Das ist gleichzeitig der verletzte Pferdefuss des Schützen, der meinem Empfinden nach nicht nur durch Jupiter, sondern auch durch Chiron, den Kentauren beherrscht wird. Diese interessante Gestalt ist halb Mensch, halb Pferd und sagt viel aus über die Gegensätzlichkeit von Intellekt-Instinkt, göttlich-menschlich, ewig und sterblich. Chiron war ein weiser Heiler, Gelehrter und Prophet, der seine Weisheit dadurch erhielt, dass er sich auf die Suche eines Heilmittels für eine Verletzung in seiner unteren, tierischen Körperhälfte macht, dieses aber nie fand. Keine Linderung seiner eigenen Schmerzen gelang ihm, aber seine Weisheit machte ihn zu einem berühmten Lehrer und Heiler für andere. Sein Leid jedoch war so erschütternd und er konnte als Unsterblicher nicht davon erlöst werden. Zum Schluss gibt er sein Leben für Prometheus, dem wir im Wassermann wieder begegnen.
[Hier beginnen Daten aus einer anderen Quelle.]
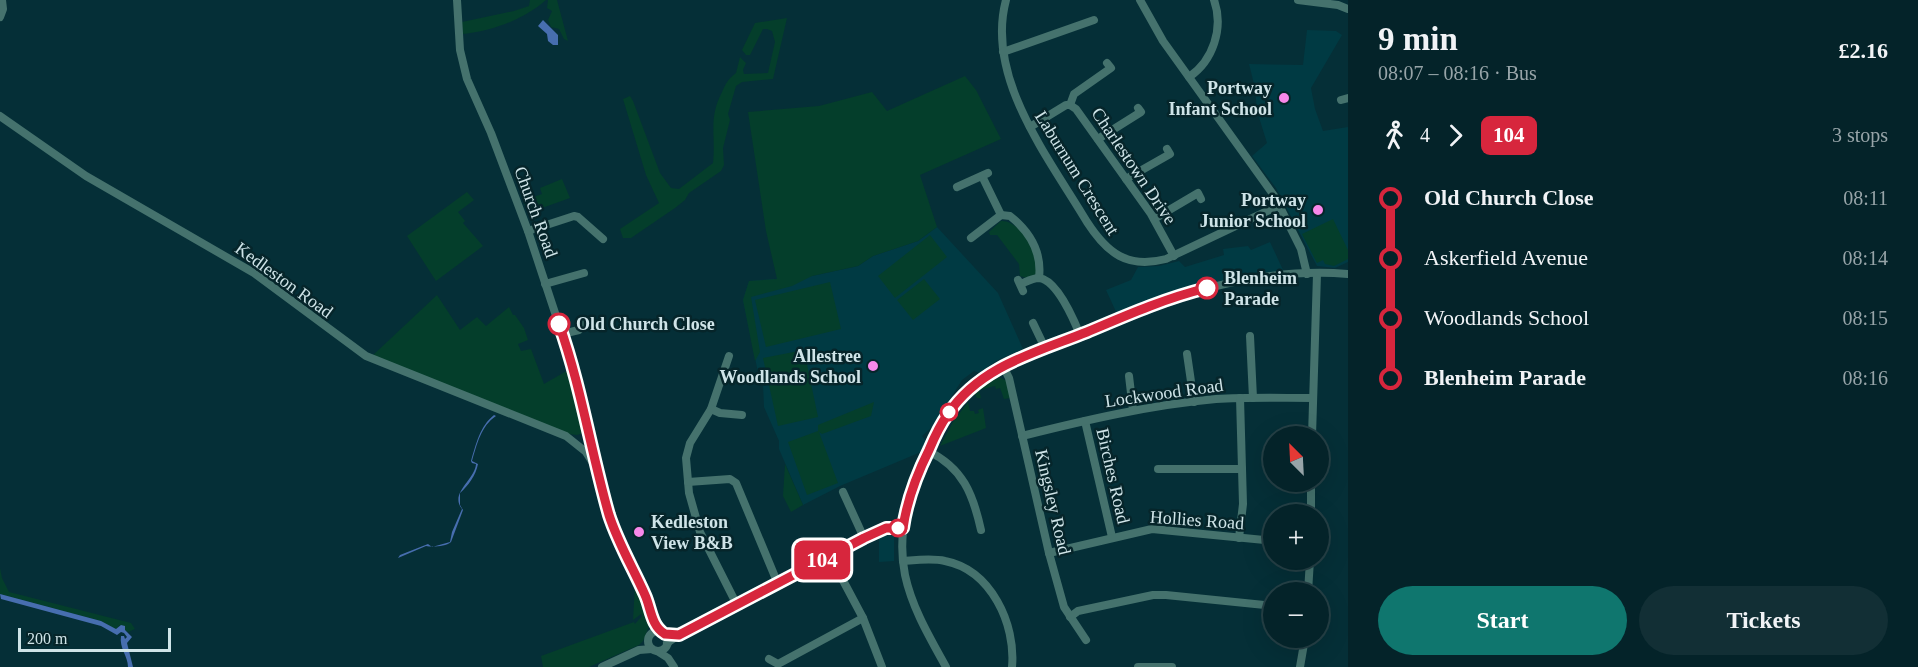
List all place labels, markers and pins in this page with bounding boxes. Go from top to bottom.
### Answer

Ich glaube, dass der sprichwörtlich glückliche Cosmopolit und vertrauensseelige Philosoph, als welche die Schütze-Betonten beschrieben werden, mit den Jahren die dunklere, tiefere Seite des auf irgend eine Weise verletzten Chiron in sich kennen lernen muss. Dadurch gelangt er zu echter, umfassender Weisheit um die Geheimnisse des irdischen, körperlichen Lebens, welches bei weitem nicht so profan ist, wie es dem Schützen manchmal erscheint.